María Toca Cañedo.

 Esto se escribió el pasado año. Con rabia. Con la misma que ahora lo republico. O con más.

No mejoran, tampoco nos cansamos de combatir a la peste de ultraderecha.
La miseria humana de gente que atrapa a inmigrantes recién llegados puede deberse al incendio de maldad que provoca la ultraderecha. Puede pero no sólo. Hay un germen de perversa cobardía que lleva a personas normales a delatar en tiempo de posguerra, a levantar el dedo acusador ante el poder. A convertirse en rata mientras en otras personas les sale proteger al humillado.
Hay seres que se unen al poder para abusar del débil. Son excreciones humanas.

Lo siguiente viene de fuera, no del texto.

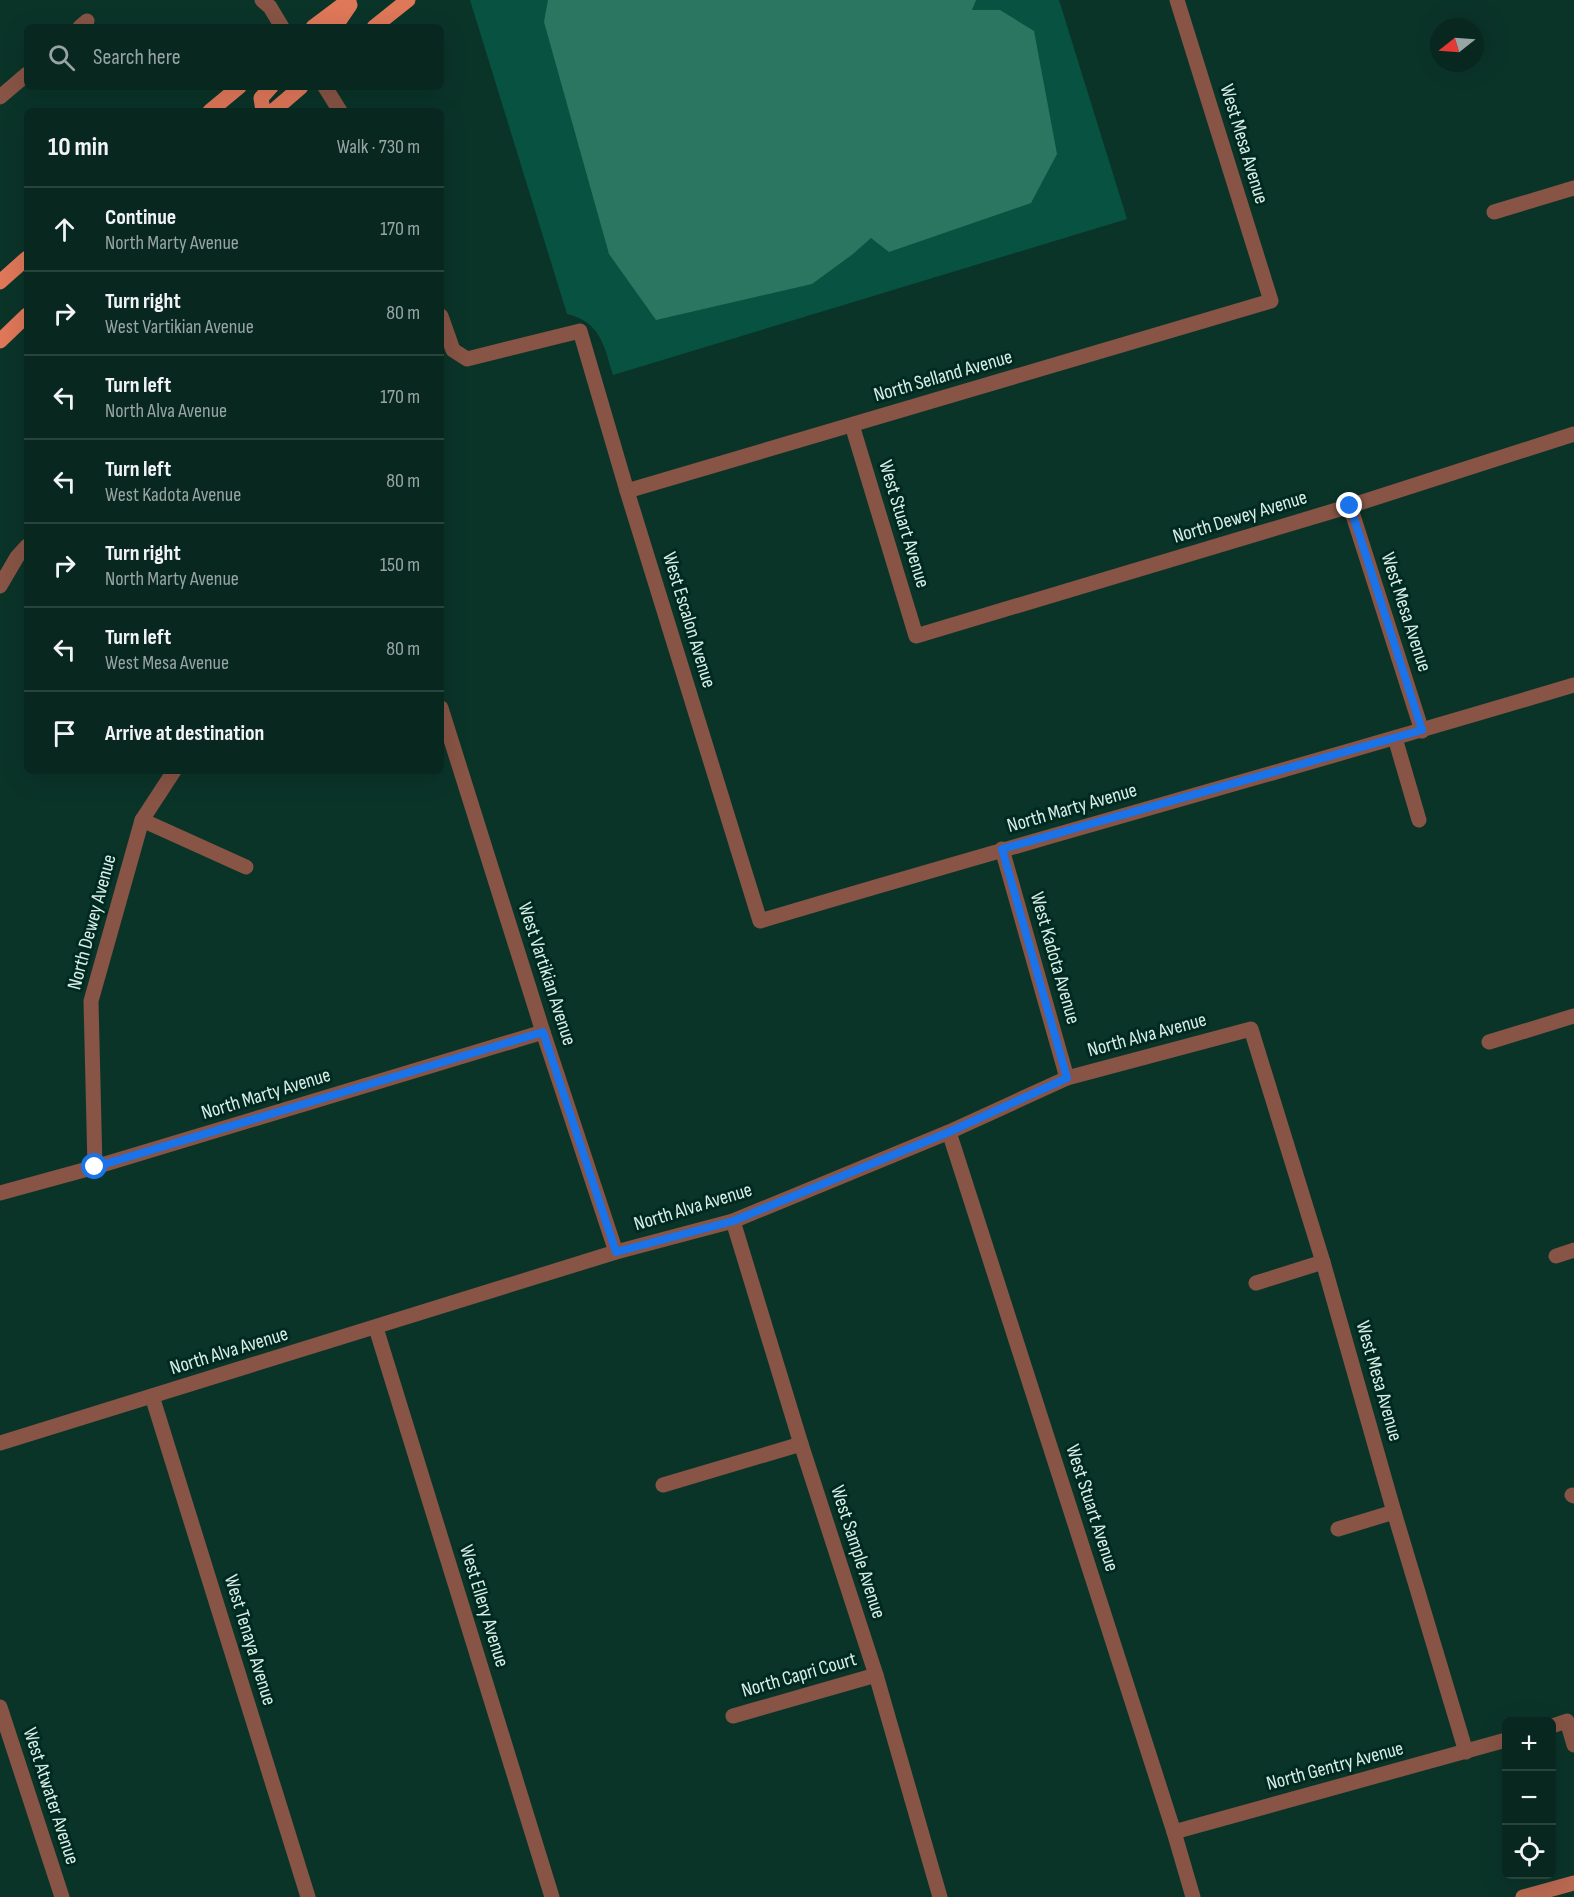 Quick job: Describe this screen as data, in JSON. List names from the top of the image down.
{
  "streets": {
    "street": [
      "West Mesa Avenue",
      "North Selland Avenue",
      "North Dewey Avenue",
      "West Stuart Avenue",
      "West Escalon Avenue",
      "North Marty Avenue",
      "West Kadota Avenue",
      "West Vartikian Avenue",
      "North Alva Avenue",
      "West Sample Avenue",
      "West Ellery Avenue",
      "West Tenaya Avenue",
      "North Capri Court",
      "North Gentry Avenue",
      "West Atwater Avenue"
    ]
  },
  "crossings": [
    ["West Mesa Avenue", "North Selland Avenue"],
    ["West Mesa Avenue", "North Dewey Avenue"],
    ["West Mesa Avenue", "North Marty Avenue"],
    ["West Mesa Avenue", "North Alva Avenue"],
    ["West Mesa Avenue", "North Gentry Avenue"],
    ["North Selland Avenue", "West Stuart Avenue"],
    ["North Selland Avenue", "West Escalon Avenue"],
    ["North Dewey Avenue", "West Stuart Avenue"],
    ["North Dewey Avenue", "North Marty Avenue"],
    ["West Stuart Avenue", "North Alva Avenue"],
    ["West Stuart Avenue", "North Gentry Avenue"],
    ["West Escalon Avenue", "North Marty Avenue"],
    ["North Marty Avenue", "West Kadota Avenue"],
    ["North Marty Avenue", "West Vartikian Avenue"],
    ["West Kadota Avenue", "North Alva Avenue"],
    ["West Vartikian Avenue", "North Alva Avenue"],
    ["North Alva Avenue", "West Sample Avenue"],
    ["North Alva Avenue", "West Ellery Avenue"],
    ["North Alva Avenue", "West Tenaya Avenue"],
    ["West Sample Avenue", "North Capri Court"]
  ],
  "north": "left",
  "page": {
    "search": "Search here",
    "heading": ["10 min", "Walk · 730 m"],
    "list": [
      ["Continue", "North Marty Avenue", "170 m"],
      ["Turn right", "West Vartikian Avenue", "80 m"],
      ["Turn left", "North Alva Avenue", "170 m"],
      ["Turn left", "West Kadota Avenue", "80 m"],
      ["Turn right", "North Marty Avenue", "150 m"],
      ["Turn left", "West Mesa Avenue", "80 m"],
      "Arrive at destination"
    ],
    "map_buttons": ["+", "−"]
  }
} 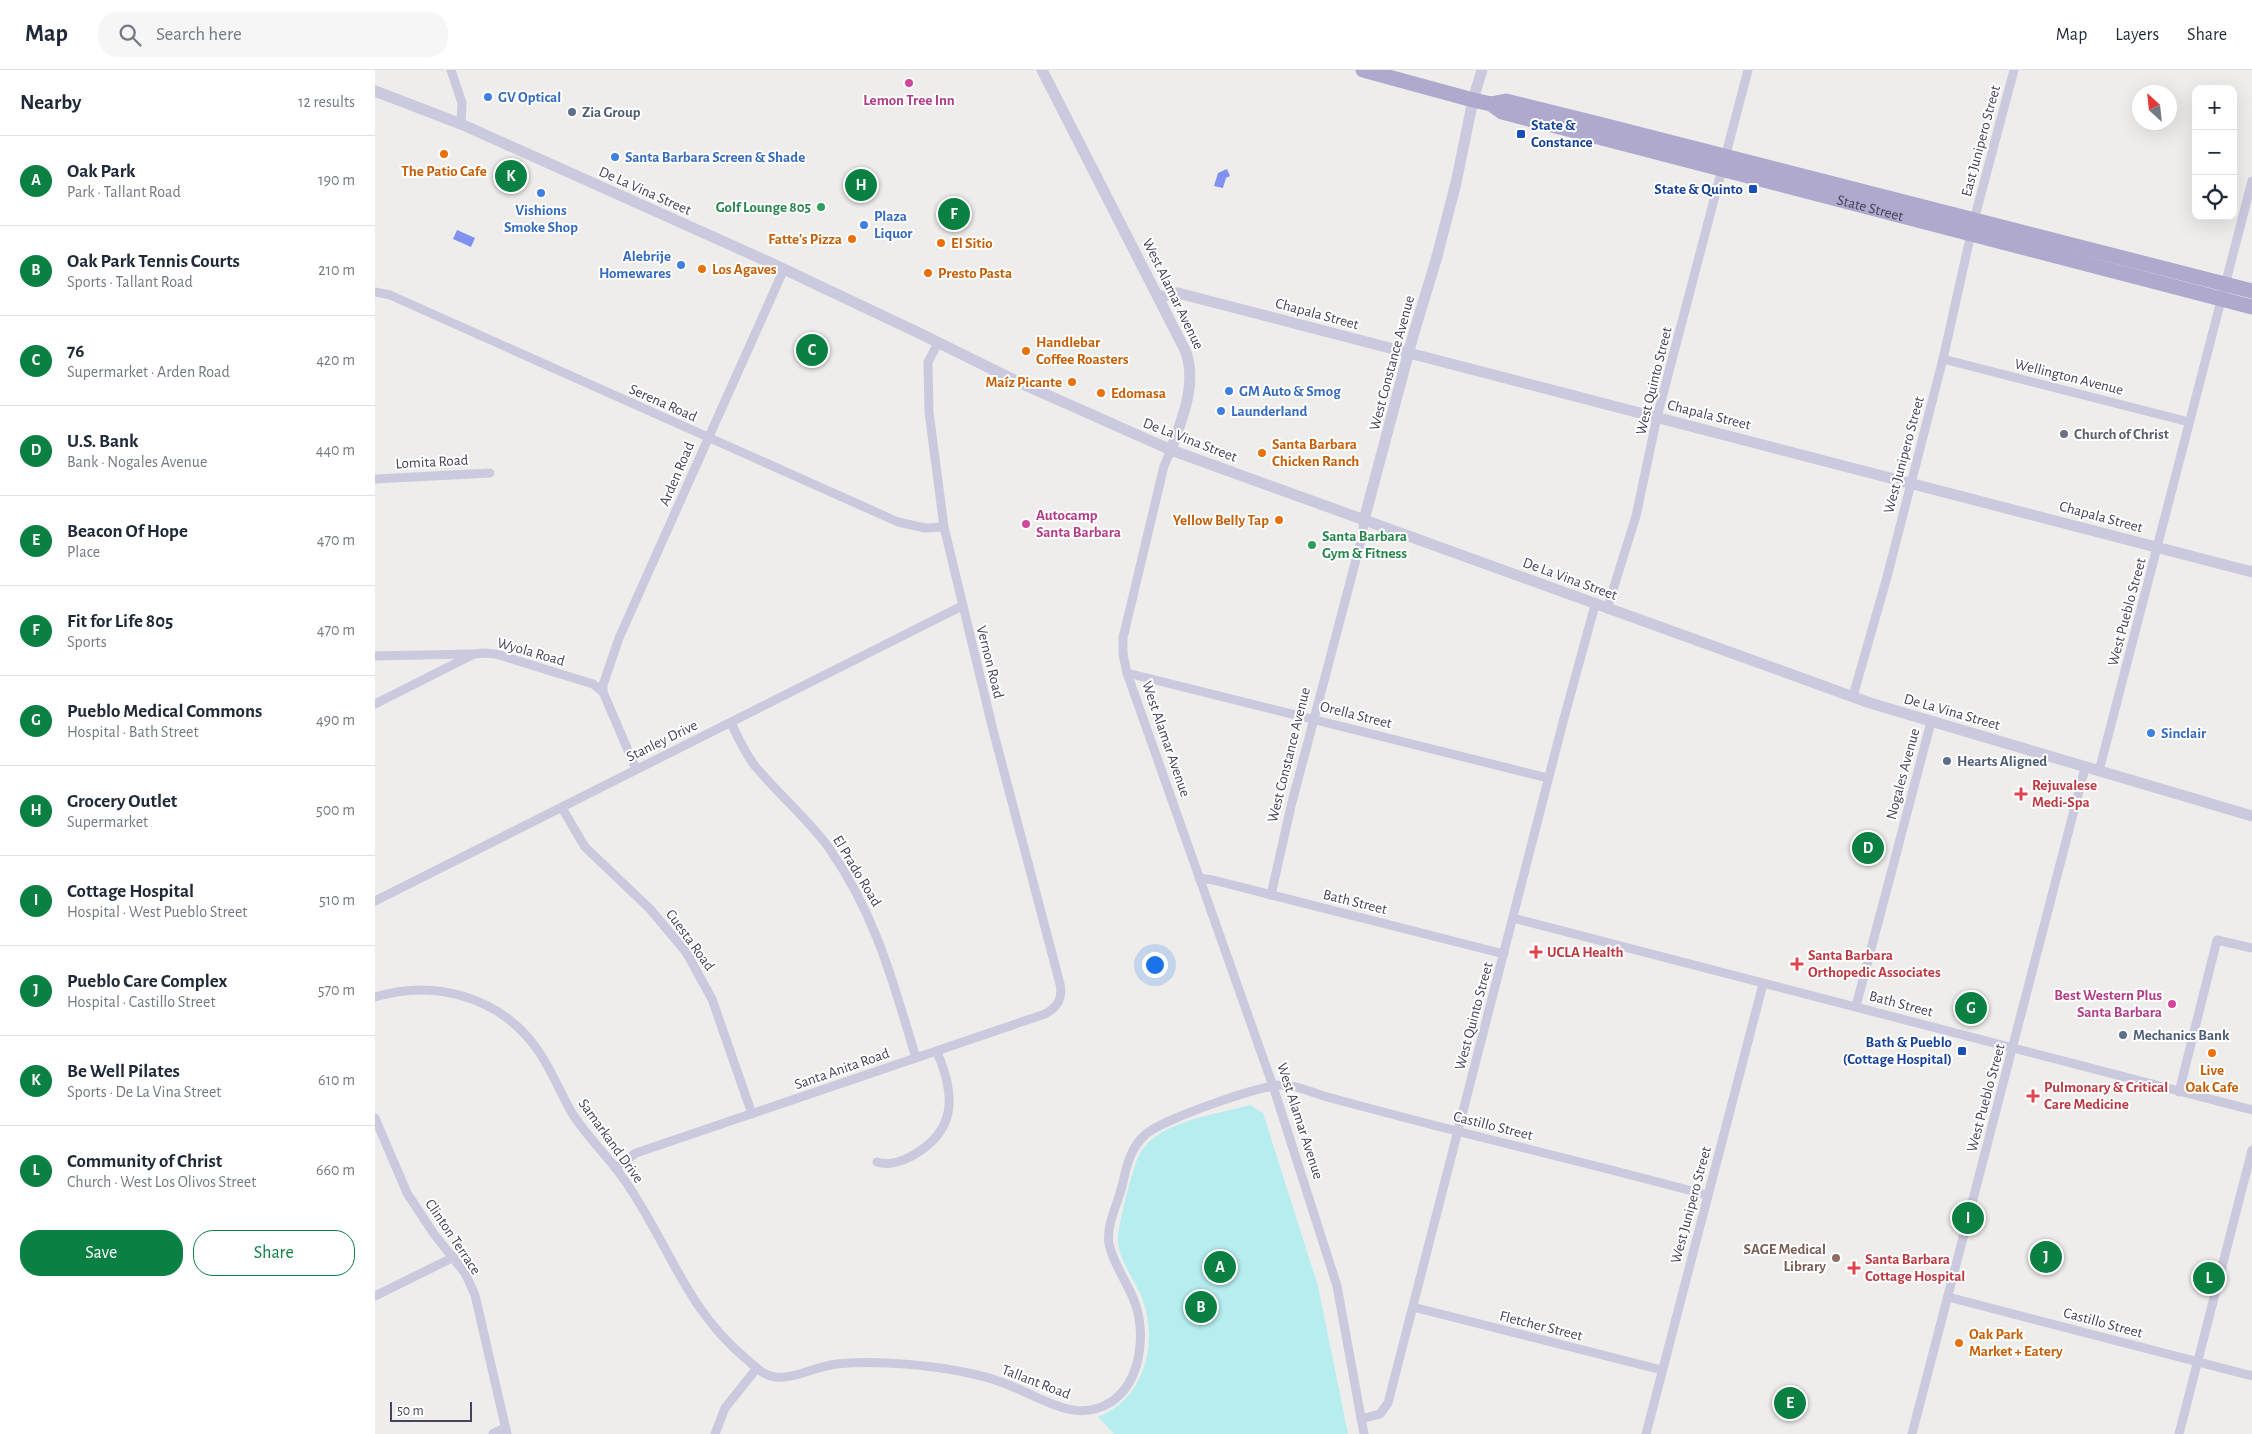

La ultraderecha lo que hace es envalentonar a esas ratas, decirles "hazlo, no te escondas, yo apoyo tu condición de rata porque soy la rata mayor"
Hay miseria humana como gente de bien. Existe. La ultraderecha no la produce, la saca a la luz
Produce desprecio, asco y la conciencia de que no podemos dejar que esas ratadas sean posibles.
Asustan pero hay que combatirlas como infecciones o como invasiones de virus
Yo quiero un país abierto, acoger a gente sufriente. No quiero compartir espacio con ratas miserables que atacan al débil.
Deben volver a la cloaca y no salir. O disimular su perversión.
Trump, Abascal, Orban, Putin, y todas las ratas mayores, han empoderado a las pequeñas.